The Lucca Film Festival, or LFF, is an annual event that has been held in Lucca since 2005, celebrating and spreading film culture by addressing the apparent contrasts between arthouse, experimental and mainstream cinema in the broader category of the work of art. The Festival offers screenings, exhibitions, conferences, and performances, ranging from mainstream to art-house cinema.

There have been guests such as directors, actors, critics, and international artists of cinema, for instance, Kenneth Anger, Jonas Mekas, Tsai Ming-liang, Michael Snow, Paolo Taviani, Ruggero Deodato, Robert Cahen, Lou Castel, Abel Ferrara, Philippe Garrel, György Pálfi, Antoni Padrós, Benedek Fliegauf, Peter Greenaway, John Boorman, David Lynch, Oliver Stone, David Cronenberg (online),Jeremy Irons, Terry Gilliam, William Friedkin, George A. Romero, Joe Dante, Marco Bellocchio, Paolo Sorrentino, Willem Dafoe, Rutger Hauer, Philip Gröning, Michel Ocelot, Alfonso Cuarón, Olivier Assayas, Julien Temple, Rupert Everett, Martin Freeman, Matteo Garrone, Matt Dillon, Elio Germano, Valeria Golino, Laura Morante, Thomas Vinterberg, Sandra Milo, Aleksandr Sokurov, Gaspar Noé, Giuseppe Tornatore, Paolo Virzi.

History and guests 

Since its foundation (2005), the Festival has been promoting a film culture characterized by a plurality of looks, styles and perspectives: a culture that is not just a simple traditional viewing of a narrative fabric, but a sensory and intellectual experience through cinema in its most varied forms. At the beginning of 2015, a fundamental step for the expansion and consolidation of the event took place, with the association of the Lucca Film Festival with Europa Cinema, the historic Viareggio Film Festival, founded by Felice Laudadio and Federico Fellini in 1984, whose last editions had not taken place. The Municipality of Viareggio has formally requested the Lucca Film Festival to recover and restore significance to the important history and tradition of the event. As a consequence, the Festival has changed its name and became "Lucca Film Festival e Europa Cinema". Since 2015 a new programme has been created, with activities taking place each year between Lucca and Viareggio.

Over the years, the academic Artistic Direction has been able to achieve an ever-greater balance in programming, which is characterised by the successful combination of international auteur cinema and the fundamental contaminations of experimental research. The permanent sections of the Festival reflect the multidisciplinary vocation that has always distinguished the event, thanks to the involvement of illustrious international figures from the world of cinema.

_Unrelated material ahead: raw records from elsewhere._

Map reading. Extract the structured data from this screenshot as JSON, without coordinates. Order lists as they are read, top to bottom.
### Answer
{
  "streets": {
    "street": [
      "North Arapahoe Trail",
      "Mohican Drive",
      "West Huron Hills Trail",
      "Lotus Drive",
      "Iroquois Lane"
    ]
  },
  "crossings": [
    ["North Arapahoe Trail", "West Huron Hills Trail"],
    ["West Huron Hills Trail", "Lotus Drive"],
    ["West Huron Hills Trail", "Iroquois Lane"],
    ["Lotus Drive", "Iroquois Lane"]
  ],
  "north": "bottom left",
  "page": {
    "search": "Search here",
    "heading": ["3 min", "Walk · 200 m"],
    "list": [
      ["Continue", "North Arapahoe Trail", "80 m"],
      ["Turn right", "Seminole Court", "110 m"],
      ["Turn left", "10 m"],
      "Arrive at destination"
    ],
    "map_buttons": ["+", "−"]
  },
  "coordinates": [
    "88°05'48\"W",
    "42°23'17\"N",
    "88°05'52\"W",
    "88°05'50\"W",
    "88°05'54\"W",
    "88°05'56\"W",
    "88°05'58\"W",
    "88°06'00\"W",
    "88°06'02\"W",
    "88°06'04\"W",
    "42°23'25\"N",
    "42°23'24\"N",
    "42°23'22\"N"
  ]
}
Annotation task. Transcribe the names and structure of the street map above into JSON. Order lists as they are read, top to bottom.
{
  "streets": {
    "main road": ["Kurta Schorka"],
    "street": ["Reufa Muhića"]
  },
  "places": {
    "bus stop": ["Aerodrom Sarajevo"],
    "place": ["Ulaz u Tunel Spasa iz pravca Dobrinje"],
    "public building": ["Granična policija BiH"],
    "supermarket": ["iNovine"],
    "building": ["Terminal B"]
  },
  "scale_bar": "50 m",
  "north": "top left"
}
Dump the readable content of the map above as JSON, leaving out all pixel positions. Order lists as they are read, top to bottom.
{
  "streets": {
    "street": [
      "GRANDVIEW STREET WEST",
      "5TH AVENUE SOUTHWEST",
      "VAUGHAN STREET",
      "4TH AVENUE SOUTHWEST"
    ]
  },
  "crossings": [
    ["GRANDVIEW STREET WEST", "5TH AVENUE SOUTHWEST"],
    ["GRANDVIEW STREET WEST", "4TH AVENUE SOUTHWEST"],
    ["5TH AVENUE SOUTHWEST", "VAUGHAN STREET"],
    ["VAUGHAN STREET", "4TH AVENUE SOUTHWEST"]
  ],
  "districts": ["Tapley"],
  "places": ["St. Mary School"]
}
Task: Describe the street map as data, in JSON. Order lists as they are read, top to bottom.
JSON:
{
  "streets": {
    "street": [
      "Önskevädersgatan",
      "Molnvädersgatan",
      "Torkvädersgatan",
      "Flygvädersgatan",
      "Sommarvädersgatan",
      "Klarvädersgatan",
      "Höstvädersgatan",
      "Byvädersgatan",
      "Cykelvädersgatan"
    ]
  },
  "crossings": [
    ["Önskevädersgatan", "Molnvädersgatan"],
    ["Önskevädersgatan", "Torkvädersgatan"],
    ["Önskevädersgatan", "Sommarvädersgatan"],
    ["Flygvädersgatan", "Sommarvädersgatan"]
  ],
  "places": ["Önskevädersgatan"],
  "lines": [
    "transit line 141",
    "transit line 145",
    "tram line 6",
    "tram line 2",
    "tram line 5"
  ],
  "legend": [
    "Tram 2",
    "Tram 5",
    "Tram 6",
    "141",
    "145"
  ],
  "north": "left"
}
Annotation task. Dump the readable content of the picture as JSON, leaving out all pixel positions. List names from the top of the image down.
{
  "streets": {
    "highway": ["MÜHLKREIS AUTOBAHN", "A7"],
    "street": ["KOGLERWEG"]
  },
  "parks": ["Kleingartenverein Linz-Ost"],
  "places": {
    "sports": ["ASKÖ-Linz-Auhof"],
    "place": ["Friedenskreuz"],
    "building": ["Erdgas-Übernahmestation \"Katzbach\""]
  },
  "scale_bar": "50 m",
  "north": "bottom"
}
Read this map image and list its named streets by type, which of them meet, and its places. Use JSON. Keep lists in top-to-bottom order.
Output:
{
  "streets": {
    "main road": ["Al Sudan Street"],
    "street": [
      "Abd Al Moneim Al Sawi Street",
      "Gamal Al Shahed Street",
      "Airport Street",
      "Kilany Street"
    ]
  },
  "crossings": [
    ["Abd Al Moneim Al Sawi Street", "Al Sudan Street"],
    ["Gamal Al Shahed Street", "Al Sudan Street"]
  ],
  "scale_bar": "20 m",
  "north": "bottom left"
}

The screenings and masterclasses are aimed on the one hand at paying homage to the great artists of Italian and international cinema; and on the other to contemporary cinema. The idea of organising a film festival in Lucca originated from the desire to give space and diffusion to foreign productions of an experimental nature that at the time were little known to the public. The focus on contemporary cinema is therefore reflected in a careful selection of Italian premieres that are offered to the public each year both in the section ‘in-competition’ and the ‘out-of-competition’ previews. Research is a theme that the Festival has developed thanks to various projects, some of which have also enabled the rediscovery and correct historicization of artists and pioneers of experimental cinema.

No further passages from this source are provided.